Tutto pronto per l’epilogo finale. Dopo le vittorie rispettivamente contro Treviglio e Bergamo, la DeLonghi Treviso Basket e la Benfapp Capo d’Orlando si giocano la finale playoff per conquistare l’ultimo posto disponibile per la massima serie italiana. Le due squadre, dopo un ottimo campionato, sono riuscite a sbaragliare la concorrenza arrivando con percorsi netti alla finale che avrà inizio stasera al Palaverde al meglio delle cinque partite.

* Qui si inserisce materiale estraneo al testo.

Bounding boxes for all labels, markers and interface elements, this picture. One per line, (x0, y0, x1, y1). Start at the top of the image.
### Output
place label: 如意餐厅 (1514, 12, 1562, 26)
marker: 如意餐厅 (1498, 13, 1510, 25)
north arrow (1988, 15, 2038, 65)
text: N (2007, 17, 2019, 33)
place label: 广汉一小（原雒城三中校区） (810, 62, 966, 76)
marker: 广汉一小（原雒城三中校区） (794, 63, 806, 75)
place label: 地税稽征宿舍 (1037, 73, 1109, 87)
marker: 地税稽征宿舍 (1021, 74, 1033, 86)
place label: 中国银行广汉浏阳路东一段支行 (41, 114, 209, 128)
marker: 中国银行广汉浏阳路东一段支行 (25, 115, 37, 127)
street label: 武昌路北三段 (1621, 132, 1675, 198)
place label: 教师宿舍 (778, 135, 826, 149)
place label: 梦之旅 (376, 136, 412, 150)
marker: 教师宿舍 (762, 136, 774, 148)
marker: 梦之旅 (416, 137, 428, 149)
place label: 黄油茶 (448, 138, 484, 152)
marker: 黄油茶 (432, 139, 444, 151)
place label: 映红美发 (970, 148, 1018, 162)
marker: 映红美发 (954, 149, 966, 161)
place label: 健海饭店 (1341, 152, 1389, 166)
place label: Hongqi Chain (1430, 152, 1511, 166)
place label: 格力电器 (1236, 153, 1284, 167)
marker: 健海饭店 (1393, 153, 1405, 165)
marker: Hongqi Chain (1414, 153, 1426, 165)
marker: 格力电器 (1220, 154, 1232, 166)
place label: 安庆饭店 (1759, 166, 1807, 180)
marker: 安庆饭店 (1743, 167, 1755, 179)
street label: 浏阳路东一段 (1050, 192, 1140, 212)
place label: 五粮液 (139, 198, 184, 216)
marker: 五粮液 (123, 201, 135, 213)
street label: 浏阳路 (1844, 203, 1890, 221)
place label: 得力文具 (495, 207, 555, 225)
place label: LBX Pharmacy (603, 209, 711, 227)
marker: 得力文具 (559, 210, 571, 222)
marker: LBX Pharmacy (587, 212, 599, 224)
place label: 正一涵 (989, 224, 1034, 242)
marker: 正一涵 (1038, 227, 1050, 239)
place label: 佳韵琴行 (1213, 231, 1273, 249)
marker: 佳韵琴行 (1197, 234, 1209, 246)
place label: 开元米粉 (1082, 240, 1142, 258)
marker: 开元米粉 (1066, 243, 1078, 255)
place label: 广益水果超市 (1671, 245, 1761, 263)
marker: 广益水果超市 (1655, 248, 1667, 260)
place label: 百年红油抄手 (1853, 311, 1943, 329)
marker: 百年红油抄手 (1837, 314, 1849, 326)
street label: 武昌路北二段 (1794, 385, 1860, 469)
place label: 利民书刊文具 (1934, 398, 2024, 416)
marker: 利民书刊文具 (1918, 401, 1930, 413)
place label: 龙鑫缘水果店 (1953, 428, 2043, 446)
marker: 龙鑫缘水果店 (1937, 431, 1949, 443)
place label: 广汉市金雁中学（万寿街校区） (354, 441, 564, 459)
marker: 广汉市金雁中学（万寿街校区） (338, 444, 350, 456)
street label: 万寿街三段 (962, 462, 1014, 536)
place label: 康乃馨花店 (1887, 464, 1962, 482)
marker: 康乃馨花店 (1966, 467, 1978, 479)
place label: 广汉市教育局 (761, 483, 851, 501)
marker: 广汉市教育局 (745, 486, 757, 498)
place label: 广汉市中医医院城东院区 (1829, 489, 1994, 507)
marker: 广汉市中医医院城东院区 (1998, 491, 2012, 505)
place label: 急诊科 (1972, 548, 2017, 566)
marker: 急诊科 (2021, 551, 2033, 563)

Due città profondamente diverse. Due progetti giovani e con tanta voglia di crescere. Due ambienti che vivono, da sempre, di basket. 

Sulle orme della Benetton

La grande tradizione trevigiana riparte nel 2012 dalle ceneri della storica BenettonTV, grazie soprattutto all’impegno di imprenditori e vecchie bandiere trevigiane del calibro di Riccardo Pittis.Il coinvolgimento fu altissimo e così Treviso Basket ripartì dal campionato provinciale di Promozione 2012/2013, fino a quando nel 2014 non venne acquistato il titolo sportivo della Basket Nord Barese Corato e il diritto a giocare il campionato di A2 Silver.

(Foto Universo Basket Treviso)

Da lì riparte il sogno e la possibilità di tornare a giocare nel mitico Pala Verde che registra oltre 5.000 spettatori di media.

L’isola felice di Capo d’Orlando

Passione, entusiasmo, coinvolgimento. Tutte caratteristiche che la piccola città di Capo d’Orlando sembrava aver smarrito lo scorso anno dopo la retrocessione dell’ultima giornata. Nonostante tutto, però, la società del presidente Sindoni è ripartita con un nuovo progetto volto a risvegliare la smania di pallacanestro della piazza di Capo. E adesso, anche inaspettatamente per certi versi, è lì a giocarsi la promozione nella finale playoff dopo essere stata sfavorita dal fallimento della Montepaschi Siena che ha permesso alla VirtusRoma di conquistare la promozione diretta a pari punti con l’Orlandina nel girone Ovest.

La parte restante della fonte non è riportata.